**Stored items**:
________________________________________

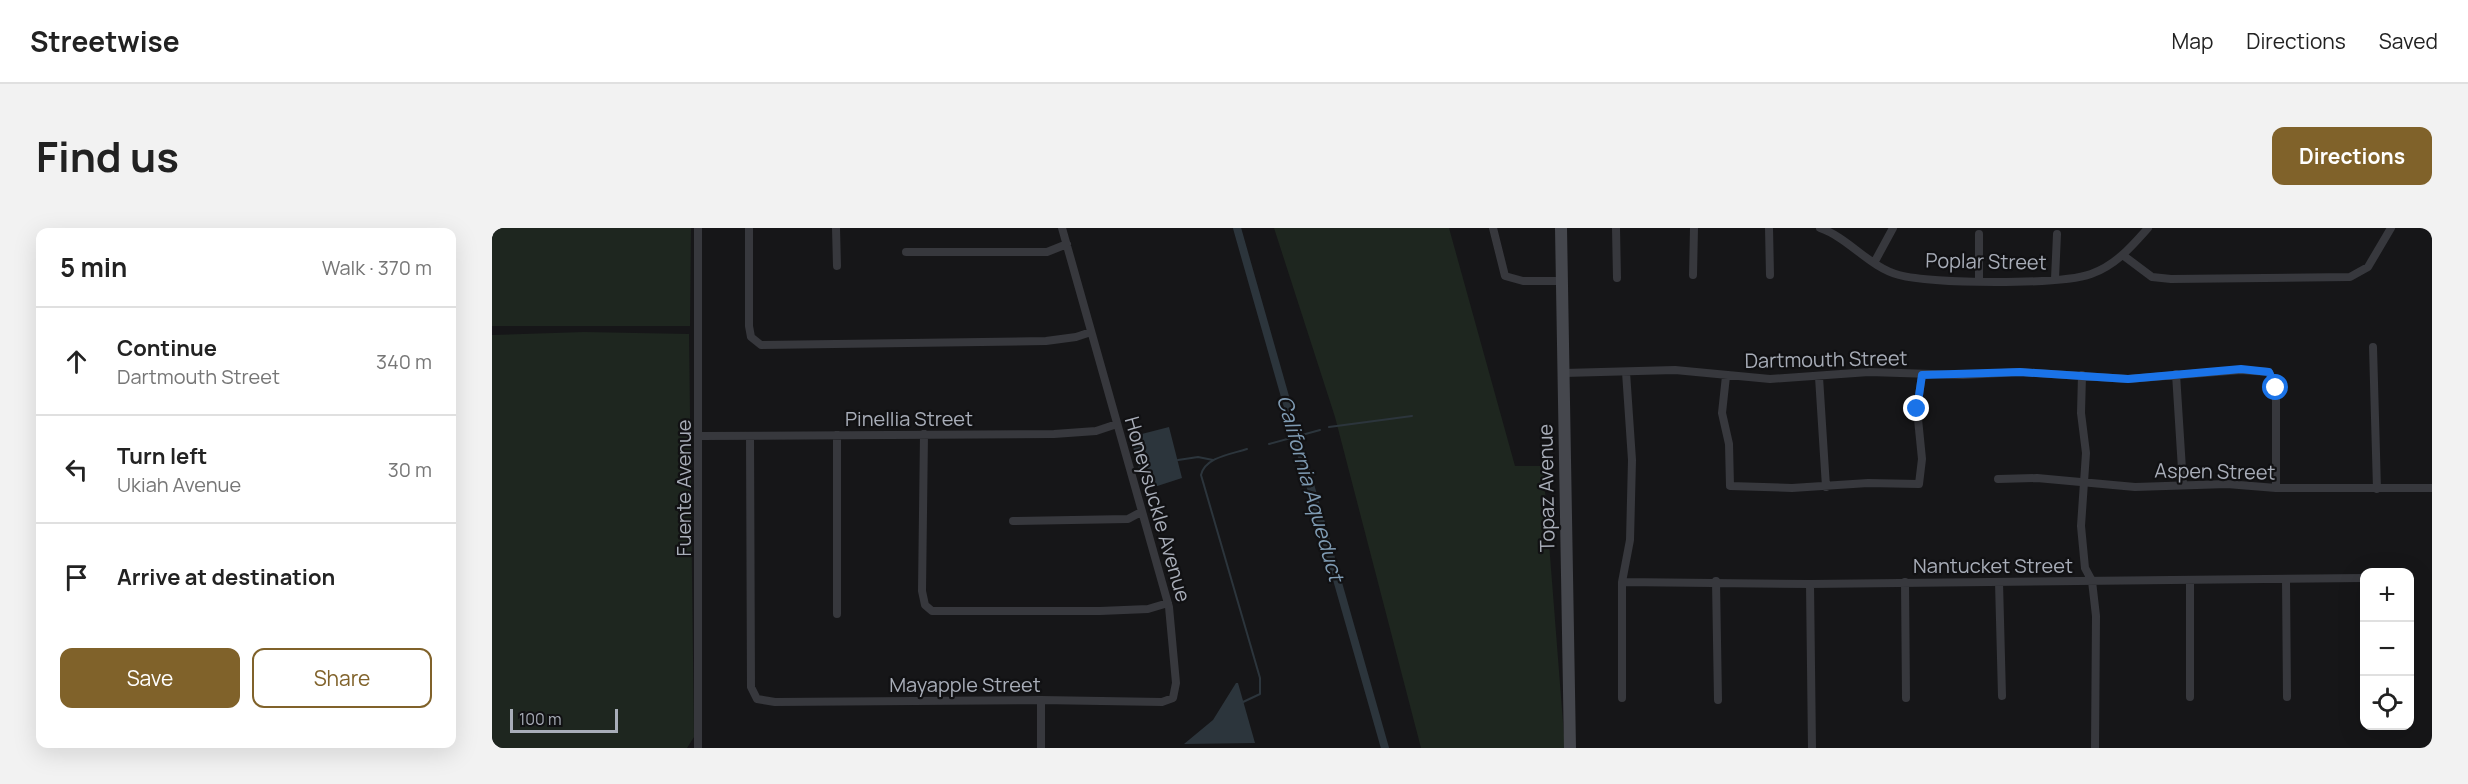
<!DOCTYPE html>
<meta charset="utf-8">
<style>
:root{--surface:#fff;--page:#f2f2f2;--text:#222;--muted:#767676;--line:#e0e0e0;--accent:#80622a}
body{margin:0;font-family:Manrope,sans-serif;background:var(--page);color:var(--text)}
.controls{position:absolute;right:18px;bottom:18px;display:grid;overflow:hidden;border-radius:12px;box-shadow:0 6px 24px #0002}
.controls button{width:54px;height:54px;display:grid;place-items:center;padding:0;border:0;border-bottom:2px solid var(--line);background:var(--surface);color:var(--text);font:30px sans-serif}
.scale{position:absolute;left:18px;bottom:15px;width:108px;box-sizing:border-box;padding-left:6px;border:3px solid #a8adb8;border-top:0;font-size:16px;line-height:21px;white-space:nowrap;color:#a8adb8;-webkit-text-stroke:4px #111113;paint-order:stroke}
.stop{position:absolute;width:18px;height:18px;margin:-14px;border:4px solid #1a73e8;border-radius:50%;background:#fff}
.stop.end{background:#1a73e8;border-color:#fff;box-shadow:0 2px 6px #0008}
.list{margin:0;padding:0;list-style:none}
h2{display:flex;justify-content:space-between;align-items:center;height:78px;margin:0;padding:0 24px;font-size:26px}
h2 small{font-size:20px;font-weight:400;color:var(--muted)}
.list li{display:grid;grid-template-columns:39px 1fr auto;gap:18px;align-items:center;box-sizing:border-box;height:108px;padding:0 24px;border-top:2px solid var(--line)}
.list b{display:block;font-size:22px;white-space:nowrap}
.list p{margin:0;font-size:20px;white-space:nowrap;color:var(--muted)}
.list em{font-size:20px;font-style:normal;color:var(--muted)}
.actions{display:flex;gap:12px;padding:18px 24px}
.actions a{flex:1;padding:14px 0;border:2px solid var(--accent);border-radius:12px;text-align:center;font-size:21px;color:var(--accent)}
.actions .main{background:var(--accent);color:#fff}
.icon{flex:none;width:33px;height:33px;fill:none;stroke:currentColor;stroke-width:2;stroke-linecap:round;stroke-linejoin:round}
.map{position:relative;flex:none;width:1940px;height:520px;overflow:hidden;border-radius:12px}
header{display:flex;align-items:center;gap:36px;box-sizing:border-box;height:84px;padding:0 30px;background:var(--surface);border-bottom:2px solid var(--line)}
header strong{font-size:28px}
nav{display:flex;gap:33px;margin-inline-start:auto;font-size:21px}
.intro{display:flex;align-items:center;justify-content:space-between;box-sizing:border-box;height:144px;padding:0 36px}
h1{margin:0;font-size:42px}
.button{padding:15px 27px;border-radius:12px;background:var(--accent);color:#fff;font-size:21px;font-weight:700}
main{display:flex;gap:36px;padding:0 36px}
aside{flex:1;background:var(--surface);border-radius:12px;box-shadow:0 6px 24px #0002}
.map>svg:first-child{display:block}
.green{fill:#1e261f}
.water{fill:#2c353c}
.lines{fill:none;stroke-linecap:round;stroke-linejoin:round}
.stream{stroke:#2c353c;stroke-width:2}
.canal{stroke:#2c353c;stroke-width:8}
.street{stroke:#37383d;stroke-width:8}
.secondary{stroke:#45474d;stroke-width:12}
.route{stroke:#1a73e8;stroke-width:8}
.labels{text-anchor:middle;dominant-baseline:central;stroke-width:4.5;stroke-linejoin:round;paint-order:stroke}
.street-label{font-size:20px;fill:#a8adb8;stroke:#111113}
.water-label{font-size:21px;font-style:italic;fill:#7f9bb3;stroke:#111113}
</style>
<header>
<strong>Streetwise</strong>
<nav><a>Map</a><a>Directions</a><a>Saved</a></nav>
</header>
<div class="intro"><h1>Find us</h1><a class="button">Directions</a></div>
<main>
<aside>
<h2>5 min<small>Walk · 370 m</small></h2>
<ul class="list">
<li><svg class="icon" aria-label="ahead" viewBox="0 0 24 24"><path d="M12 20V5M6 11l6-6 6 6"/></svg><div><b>Continue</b><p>Dartmouth Street</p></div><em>340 m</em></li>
<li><svg class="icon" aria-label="left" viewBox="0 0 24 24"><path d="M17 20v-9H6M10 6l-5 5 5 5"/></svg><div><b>Turn left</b><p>Ukiah Avenue</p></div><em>30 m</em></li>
<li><svg class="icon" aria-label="arrive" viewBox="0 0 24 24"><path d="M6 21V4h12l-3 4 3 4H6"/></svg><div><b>Arrive at destination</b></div></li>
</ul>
<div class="actions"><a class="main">Save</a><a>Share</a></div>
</aside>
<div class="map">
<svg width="1940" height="520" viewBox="0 0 1940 520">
<rect width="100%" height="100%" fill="#161618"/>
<path class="green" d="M0 0H199L198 98H0Z
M782 0H957L1023 238H1051L1073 520H929L843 189Z
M92 104 197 106 202 509 195 520H0V107Z"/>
<path class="water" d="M677 199 690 250 653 262 638 209Z
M744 455H746L763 515 692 516 721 492Z"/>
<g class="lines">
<path class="stream" d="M837 199 920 188
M777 216 828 202
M686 232 706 229 721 232
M751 474 768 466V450L709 247C713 229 740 226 755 221"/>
<path class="canal" d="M745 0 893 520"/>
<path class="street" d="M206 0V520
M257 0V98L259 109 269 117 554 113 584 109 599 104
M344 0 345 38
M1001 0 1013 48 1031 53H1069
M1124 0 1125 50
M1277 0 1278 47
M1328 0C1357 10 1377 39 1407 47 1440 56 1568 57 1599 46 1624 37 1639 19 1656 0
M1487 6V52
M414 24H555L575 16
M1632 28 1660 49 1679 51 1858 49 1876 39 1899 0
M1382 35 1401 0
M1201 47 1202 0
M1563 51 1565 6
M1881 119 1885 261
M1072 145 1183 142 1278 151 1377 144 1471 147 1528 144 1636 151 1749 142 1777 144 1784 160V260
M1684 146 1691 257
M1590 147 1589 185 1594 225 1589 298 1593 340 1600 353 1604 388 1603 520
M1234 148 1230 185 1237 216 1238 258 1300 260 1376 255 1427 256 1430 231 1425 181 1430 147
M1327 149 1334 259
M432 206 430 363 433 377 440 383H608L656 381 676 375
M208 208 562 206 604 203 625 196
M258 208 259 459 265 471 283 474 549 472 670 474 681 470 684 455 677 379 570 0
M1506 251 1545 250 1643 259 1735 256 1784 260H1940
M521 293 636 291 649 284
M1794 352 1795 469
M1224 353 1226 472
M1130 354 1318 356 1872 350
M1413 354 1414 470
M1507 354 1510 468
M1318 356 1320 520
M345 386V207
M1698 469V352
M1130 470V354L1138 312 1140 232 1134 144
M549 472V520"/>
<path class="secondary" d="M1069 0 1078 520"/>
</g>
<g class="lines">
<path class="route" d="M1425 181 1430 147 1528 144 1636 151 1749 141 1777 144 1784 160"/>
</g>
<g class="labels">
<g class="street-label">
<text transform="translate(1494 33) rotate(1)">Poplar Street</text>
<text transform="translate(1334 131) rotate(-1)">Dartmouth Street</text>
<text x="417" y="190">Pinellia Street</text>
<text transform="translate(1723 243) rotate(1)">Aspen Street</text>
<text transform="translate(191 260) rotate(-90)">Fuente Avenue</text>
<text transform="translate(1054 260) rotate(-91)">Topaz Avenue</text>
<text transform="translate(666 281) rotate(74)">Honeysuckle Avenue</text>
<text x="1501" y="337">Nantucket Street</text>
<text x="473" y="456">Mayapple Street</text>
</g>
<g class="water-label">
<text transform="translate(819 260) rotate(74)">California Aqueduct</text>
</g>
</g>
</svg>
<div class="controls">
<button>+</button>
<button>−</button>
<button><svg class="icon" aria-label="locate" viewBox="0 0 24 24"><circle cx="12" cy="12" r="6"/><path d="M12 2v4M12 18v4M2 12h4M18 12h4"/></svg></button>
</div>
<div class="scale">100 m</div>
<div class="stop" style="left:1784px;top:160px"></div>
<div class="stop end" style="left:1425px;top:181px"></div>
</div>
</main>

________________________________________

From the records above, copy only the lines starting with the line that holds "M1234 148 1230" and going on through the line that holds "<button>+</button>", exactly as written.

**Written reply**:
M1234 148 1230 185 1237 216 1238 258 1300 260 1376 255 1427 256 1430 231 1425 181 1430 147
M1327 149 1334 259
M432 206 430 363 433 377 440 383H608L656 381 676 375
M208 208 562 206 604 203 625 196
M258 208 259 459 265 471 283 474 549 472 670 474 681 470 684 455 677 379 570 0
M1506 251 1545 250 1643 259 1735 256 1784 260H1940
M521 293 636 291 649 284
M1794 352 1795 469
M1224 353 1226 472
M1130 354 1318 356 1872 350
M1413 354 1414 470
M1507 354 1510 468
M1318 356 1320 520
M345 386V207
M1698 469V352
M1130 470V354L1138 312 1140 232 1134 144
M549 472V520"/>
<path class="secondary" d="M1069 0 1078 520"/>
</g>
<g class="lines">
<path class="route" d="M1425 181 1430 147 1528 144 1636 151 1749 141 1777 144 1784 160"/>
</g>
<g class="labels">
<g class="street-label">
<text transform="translate(1494 33) rotate(1)">Poplar Street</text>
<text transform="translate(1334 131) rotate(-1)">Dartmouth Street</text>
<text x="417" y="190">Pinellia Street</text>
<text transform="translate(1723 243) rotate(1)">Aspen Street</text>
<text transform="translate(191 260) rotate(-90)">Fuente Avenue</text>
<text transform="translate(1054 260) rotate(-91)">Topaz Avenue</text>
<text transform="translate(666 281) rotate(74)">Honeysuckle Avenue</text>
<text x="1501" y="337">Nantucket Street</text>
<text x="473" y="456">Mayapple Street</text>
</g>
<g class="water-label">
<text transform="translate(819 260) rotate(74)">California Aqueduct</text>
</g>
</g>
</svg>
<div class="controls">
<button>+</button>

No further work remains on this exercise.